▸ REQUIRED WORK: From the listing below, pull out every line where the string "grid" appears.

▸ PROVIDED RECORDS:
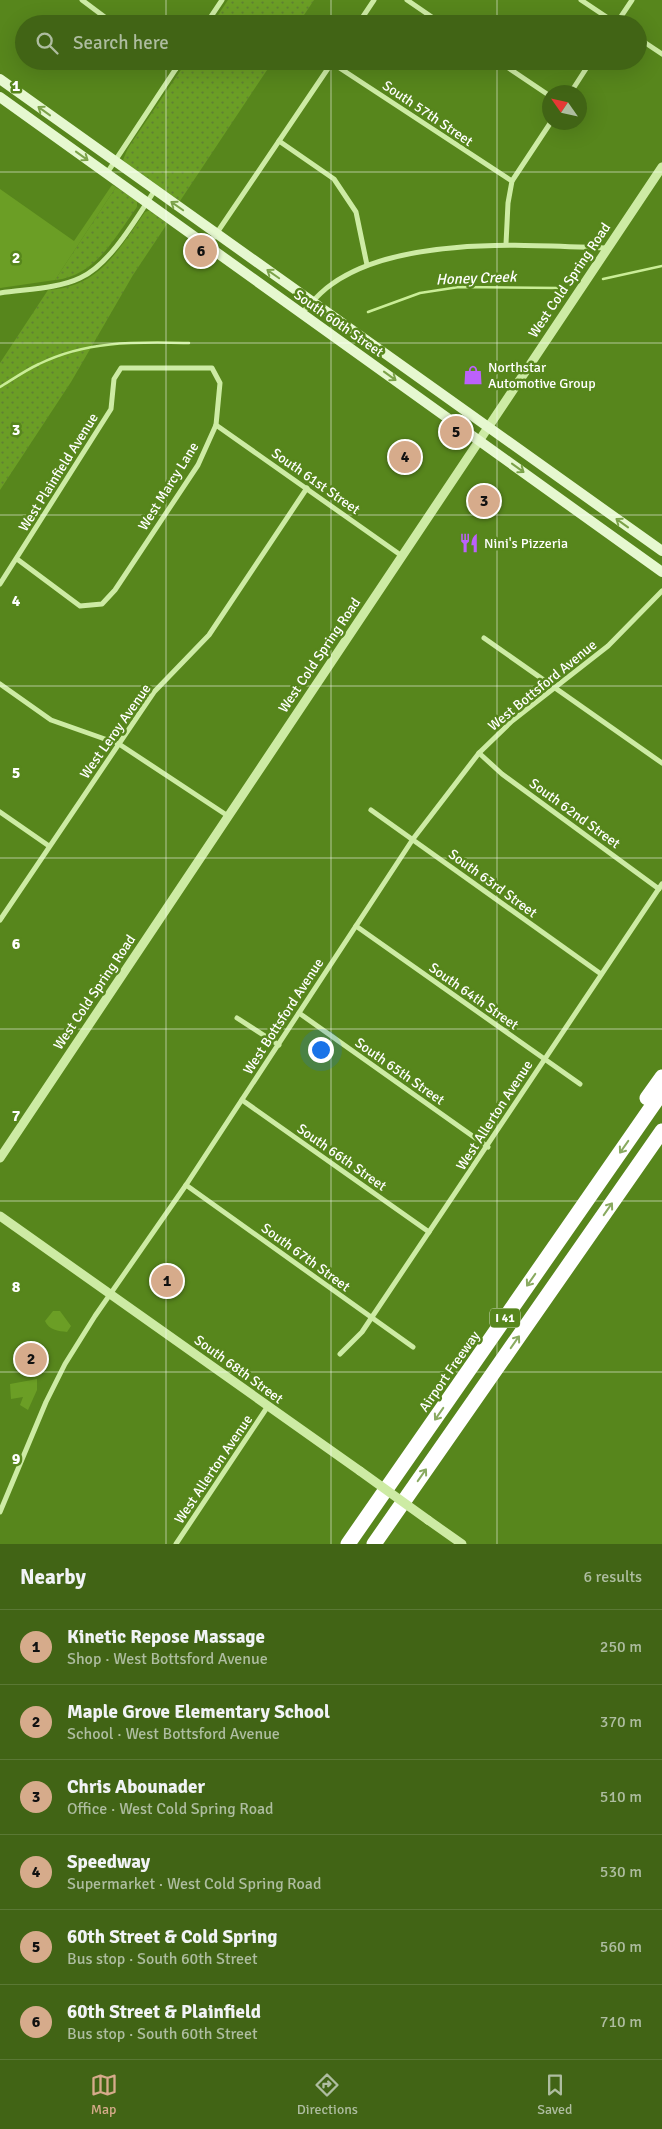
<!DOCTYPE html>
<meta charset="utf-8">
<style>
:root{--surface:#416415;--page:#486a1e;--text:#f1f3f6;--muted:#aebda0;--line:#5a7834;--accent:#d6ab8b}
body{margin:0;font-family:Signika,sans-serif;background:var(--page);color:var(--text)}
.compass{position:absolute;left:542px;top:85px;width:45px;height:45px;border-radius:50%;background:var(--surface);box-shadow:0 5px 20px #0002;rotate:304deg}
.you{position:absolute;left:320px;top:1049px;width:18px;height:18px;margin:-12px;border:4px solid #fff;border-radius:50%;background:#1a73e8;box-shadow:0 0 0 8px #1a73e833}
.badge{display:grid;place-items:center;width:32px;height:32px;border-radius:50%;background:var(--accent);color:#111;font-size:16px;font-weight:700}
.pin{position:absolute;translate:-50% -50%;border:2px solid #fff;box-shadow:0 1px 5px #0006}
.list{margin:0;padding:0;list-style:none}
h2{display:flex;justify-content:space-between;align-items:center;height:65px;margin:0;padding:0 20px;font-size:21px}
h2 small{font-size:16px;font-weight:400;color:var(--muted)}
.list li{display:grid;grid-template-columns:32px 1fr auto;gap:15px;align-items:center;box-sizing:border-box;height:75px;padding:0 20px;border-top:1px solid var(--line)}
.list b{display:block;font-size:19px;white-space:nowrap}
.list p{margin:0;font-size:16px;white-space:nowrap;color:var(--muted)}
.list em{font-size:16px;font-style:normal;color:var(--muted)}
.icon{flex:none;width:28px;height:28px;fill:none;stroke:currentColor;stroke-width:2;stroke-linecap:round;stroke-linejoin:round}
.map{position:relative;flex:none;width:662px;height:1544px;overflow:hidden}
.search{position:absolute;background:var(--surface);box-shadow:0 5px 20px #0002;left:15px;right:15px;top:15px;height:55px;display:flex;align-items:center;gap:12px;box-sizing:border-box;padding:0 18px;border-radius:28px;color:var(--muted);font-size:19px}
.sheet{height:515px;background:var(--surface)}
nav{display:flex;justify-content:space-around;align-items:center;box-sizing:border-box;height:70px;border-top:1px solid var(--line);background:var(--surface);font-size:14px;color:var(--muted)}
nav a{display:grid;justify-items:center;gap:2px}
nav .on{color:var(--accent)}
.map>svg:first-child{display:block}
</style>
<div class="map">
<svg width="662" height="1544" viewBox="0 0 662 1544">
<defs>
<pattern id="grass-dots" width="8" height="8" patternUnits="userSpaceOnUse" patternTransform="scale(1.25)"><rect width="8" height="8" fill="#6b9e25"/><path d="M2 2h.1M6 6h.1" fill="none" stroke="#608133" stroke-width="1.8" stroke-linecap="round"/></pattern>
</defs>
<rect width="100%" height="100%" fill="#57861c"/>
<g fill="url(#grass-dots)">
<path d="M228,0H314L298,24H212Z"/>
<path d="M187,61H273L180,201L136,170H133L123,160L128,148Z"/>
<path d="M116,187L137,201V207C115,237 96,276 55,280Z"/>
<path d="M151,210L167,224L133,275L71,382L0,490V363L48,290C100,287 118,250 145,212Z"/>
</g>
<g fill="#6b9e25">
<path d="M112,185L116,187L55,280L0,288V189L74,241Z"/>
<path d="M53,1311H60L71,1326L67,1332C58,1331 49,1330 45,1321Z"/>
<path d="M37,1379V1390L28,1410L20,1405L23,1397L11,1399L10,1384Z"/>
</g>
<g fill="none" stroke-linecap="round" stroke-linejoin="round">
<g stroke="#caed97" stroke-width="2.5">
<path d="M603,279L662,266"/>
<path d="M368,312L420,293L459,287L559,288"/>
<path d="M0,387C13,379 26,370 39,364C87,340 138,342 189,343"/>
</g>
<g stroke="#cdeba4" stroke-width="5">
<path d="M82,0L114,24"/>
<path d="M407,0L442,24"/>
<path d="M581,0L617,24"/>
<path d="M206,24L222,0"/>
<path d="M358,24L374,0"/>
<path d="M616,24L632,0"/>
<path d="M638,38L662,54"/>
<path d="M166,61L176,69"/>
<path d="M498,61L550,96"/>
<path d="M332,63L512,181"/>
<path d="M571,92L591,61"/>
<path d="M279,141L334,179L356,212L367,265"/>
<path d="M107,173L181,61"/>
<path d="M506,244L508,203L512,181L551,122"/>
<path d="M208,246L333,61"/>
<path d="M0,293C26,289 57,289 80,278C110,265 137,217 155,190"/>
<path d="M302,313C311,303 320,292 332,284C399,236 527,245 606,248"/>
<path d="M216,425L402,556"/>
<path d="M0,584L111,409L114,379L121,368H212L220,383L216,425L198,465L115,590L102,604L80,606L17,559"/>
<path d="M484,638L662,763"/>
<path d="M0,684L51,720L119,744L228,816"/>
<path d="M479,753L502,774L659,889"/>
<path d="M371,810L601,974"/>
<path d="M0,812L49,846"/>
<path d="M0,920L154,692L209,635L307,488"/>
<path d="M356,926L580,1084"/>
<path d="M299,1013L488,1147"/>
<path d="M237,1018L279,1045"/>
<path d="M242,1100L429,1232"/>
<path d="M186,1185L413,1347"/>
<path d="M340,1354L362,1332L372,1317L662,884"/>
<path d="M0,1512L46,1402L65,1364L95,1316L186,1185L413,839L479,753L512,721L608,646L662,591"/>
<path d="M176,1544L268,1406"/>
</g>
<g stroke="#cdeba4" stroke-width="9">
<path d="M0,1158L662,167"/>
<path d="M0,1216L360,1471"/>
<path d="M428,1520L462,1544"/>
</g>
<g stroke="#e6f8d0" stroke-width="10">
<path d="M0,79L662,551"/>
<path d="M0,97L662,572"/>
</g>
<g stroke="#fff" stroke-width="15">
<path d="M647,1098L662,1077"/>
<path d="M348,1544L662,1092"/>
<path d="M374,1544L662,1131"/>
</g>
<path stroke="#cdeba4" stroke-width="9" d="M360,1471L428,1520"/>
</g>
<defs><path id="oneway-shaft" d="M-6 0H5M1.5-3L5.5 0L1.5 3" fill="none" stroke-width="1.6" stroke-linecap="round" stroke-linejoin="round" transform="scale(1.25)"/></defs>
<g stroke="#7ba249">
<use href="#oneway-shaft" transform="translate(44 111) rotate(-144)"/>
<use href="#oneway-shaft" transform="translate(82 156) rotate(36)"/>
<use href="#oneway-shaft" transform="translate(177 206) rotate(-145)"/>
<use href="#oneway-shaft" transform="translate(273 274) rotate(-145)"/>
<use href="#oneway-shaft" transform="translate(390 376) rotate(36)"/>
<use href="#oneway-shaft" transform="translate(518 468) rotate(36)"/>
<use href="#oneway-shaft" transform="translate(622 523) rotate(-144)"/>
</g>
<g stroke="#89aa60">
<use href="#oneway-shaft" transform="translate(624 1147) rotate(125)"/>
<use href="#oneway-shaft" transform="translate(608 1209) rotate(-55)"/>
<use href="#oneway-shaft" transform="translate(531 1280) rotate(125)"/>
<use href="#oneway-shaft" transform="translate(515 1342) rotate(-55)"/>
<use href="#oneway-shaft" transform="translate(439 1414) rotate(125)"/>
<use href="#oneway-shaft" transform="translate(422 1475) rotate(-55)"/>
</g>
<path fill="none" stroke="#fff" stroke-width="1" stroke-opacity="0.55" d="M166,0V24M331,0V24M497,0V24M166,61V1544M331,61V1544M497,61V1544M0,172H662M0,343H662M0,515H662M0,686H662M0,858H662M0,1029H662M0,1201H662M0,1372H662"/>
<defs>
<symbol id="shop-bare" viewBox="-9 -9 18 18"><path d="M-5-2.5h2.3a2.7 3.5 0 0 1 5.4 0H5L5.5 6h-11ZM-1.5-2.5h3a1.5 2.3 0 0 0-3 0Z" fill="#bc61fb" stroke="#57861c" stroke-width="2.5" paint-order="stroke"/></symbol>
<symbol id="restaurant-bare" viewBox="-9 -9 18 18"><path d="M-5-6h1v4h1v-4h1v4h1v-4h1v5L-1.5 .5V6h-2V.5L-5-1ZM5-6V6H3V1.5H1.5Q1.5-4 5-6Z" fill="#bc61fb" stroke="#57861c" stroke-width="2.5" paint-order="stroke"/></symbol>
</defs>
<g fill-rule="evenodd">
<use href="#shop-bare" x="459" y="361" width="28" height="28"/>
<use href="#restaurant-bare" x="455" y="529" width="28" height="28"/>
</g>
<g text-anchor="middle" stroke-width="5" stroke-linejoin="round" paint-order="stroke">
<rect fill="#57861c" stroke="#cddbbb" stroke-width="1" x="490" y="1308.5" width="30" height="19" rx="4"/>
<g font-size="12" font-weight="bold" fill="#fff">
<text x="505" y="1322">I 41</text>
</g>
<g font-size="14" fill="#fff" stroke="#57861c">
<text transform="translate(428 113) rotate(34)" y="5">South 57th Street</text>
<text transform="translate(569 280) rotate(-56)" y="5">West Cold Spring Road</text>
<text transform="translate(339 323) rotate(35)" y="5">South 60th Street</text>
<text transform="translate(58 472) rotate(-58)" y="5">West Plainfield Avenue</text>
<text transform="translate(316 481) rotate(35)" y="5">South 61st Street</text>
<text transform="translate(168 486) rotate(-58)" y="5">West Marcy Lane</text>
<text transform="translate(319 655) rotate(-56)" y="5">West Cold Spring Road</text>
<text transform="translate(542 685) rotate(-39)" y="5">West Bottsford Avenue</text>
<text transform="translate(115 731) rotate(-55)" y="5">West Leroy Avenue</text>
<text transform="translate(575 813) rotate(36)" y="5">South 62nd Street</text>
<text transform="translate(493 883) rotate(36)" y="5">South 63rd Street</text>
<text transform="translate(94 992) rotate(-56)" y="5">West Cold Spring Road</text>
<text transform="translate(474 996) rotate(35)" y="5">South 64th Street</text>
<text transform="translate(283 1016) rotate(-57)" y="5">West Bottsford Avenue</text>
<text transform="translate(400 1071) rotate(35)" y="5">South 65th Street</text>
<text transform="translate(494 1115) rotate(-57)" y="5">West Allerton Avenue</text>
<text transform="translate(342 1157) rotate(35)" y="5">South 66th Street</text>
<text transform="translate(306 1257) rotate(36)" y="5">South 67th Street</text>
<text transform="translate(239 1369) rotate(36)" y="5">South 68th Street</text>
<text transform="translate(449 1371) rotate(-55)" y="5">Airport Freeway</text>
<text transform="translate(213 1469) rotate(-56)" y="5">West Allerton Avenue</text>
</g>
<g font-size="14" fill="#fff" stroke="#57861c" text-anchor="start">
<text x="488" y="372">Northstar<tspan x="488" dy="16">Automotive Group</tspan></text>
<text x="484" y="548">Nini's Pizzeria</text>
</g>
<g font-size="15" font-style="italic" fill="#fff" stroke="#57861c">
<text transform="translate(476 278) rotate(-2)" y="5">Honey Creek</text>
</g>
</g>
<g font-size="16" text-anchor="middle" font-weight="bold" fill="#fff" stroke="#57861c" stroke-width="5" stroke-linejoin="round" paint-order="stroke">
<text x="16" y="91">1</text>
<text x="16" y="263">2</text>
<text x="16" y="435">3</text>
<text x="16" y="606">4</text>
<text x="16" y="778">5</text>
<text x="16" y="949">6</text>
<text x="16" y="1121">7</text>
<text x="16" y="1292">8</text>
<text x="16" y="1464">9</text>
</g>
</svg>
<svg class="compass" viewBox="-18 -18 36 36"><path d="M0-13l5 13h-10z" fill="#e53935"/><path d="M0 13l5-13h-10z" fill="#aebda0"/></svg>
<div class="you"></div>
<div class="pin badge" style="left:167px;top:1281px">1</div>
<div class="pin badge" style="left:31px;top:1359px">2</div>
<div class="pin badge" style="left:484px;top:501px">3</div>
<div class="pin badge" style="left:405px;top:457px">4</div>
<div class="pin badge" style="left:456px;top:432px">5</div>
<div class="pin badge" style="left:201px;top:251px">6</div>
<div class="search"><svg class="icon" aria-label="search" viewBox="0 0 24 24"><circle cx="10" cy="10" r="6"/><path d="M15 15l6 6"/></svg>Search here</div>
</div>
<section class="sheet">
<h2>Nearby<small>6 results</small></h2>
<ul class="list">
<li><span class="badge">1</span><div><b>Kinetic Repose Massage</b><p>Shop · West Bottsford Avenue</p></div><em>250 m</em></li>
<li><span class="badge">2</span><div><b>Maple Grove Elementary School</b><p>School · West Bottsford Avenue</p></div><em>370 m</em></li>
<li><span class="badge">3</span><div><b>Chris Abounader</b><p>Office · West Cold Spring Road</p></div><em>510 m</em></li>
<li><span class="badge">4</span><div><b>Speedway</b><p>Supermarket · West Cold Spring Road</p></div><em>530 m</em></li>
<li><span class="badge">5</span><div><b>60th Street &amp; Cold Spring</b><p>Bus stop · South 60th Street</p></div><em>560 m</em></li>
<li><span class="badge">6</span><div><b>60th Street &amp; Plainfield</b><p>Bus stop · South 60th Street</p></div><em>710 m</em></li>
</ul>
</section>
<nav>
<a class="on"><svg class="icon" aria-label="map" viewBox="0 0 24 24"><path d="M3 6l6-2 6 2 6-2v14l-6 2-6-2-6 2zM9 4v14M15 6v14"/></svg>Map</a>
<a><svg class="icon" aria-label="directions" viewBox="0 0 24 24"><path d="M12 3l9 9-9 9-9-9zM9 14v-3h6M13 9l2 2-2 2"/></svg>Directions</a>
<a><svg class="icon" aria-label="saved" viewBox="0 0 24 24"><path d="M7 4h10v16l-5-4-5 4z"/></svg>Saved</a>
</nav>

▸ THE ANSWER:
.badge{display:grid;place-items:center;width:32px;height:32px;border-radius:50%;background:var(--accent);color:#111;font-size:16px;font-weight:700}
.list li{display:grid;grid-template-columns:32px 1fr auto;gap:15px;align-items:center;box-sizing:border-box;height:75px;padding:0 20px;border-top:1px solid var(--line)}
nav a{display:grid;justify-items:center;gap:2px}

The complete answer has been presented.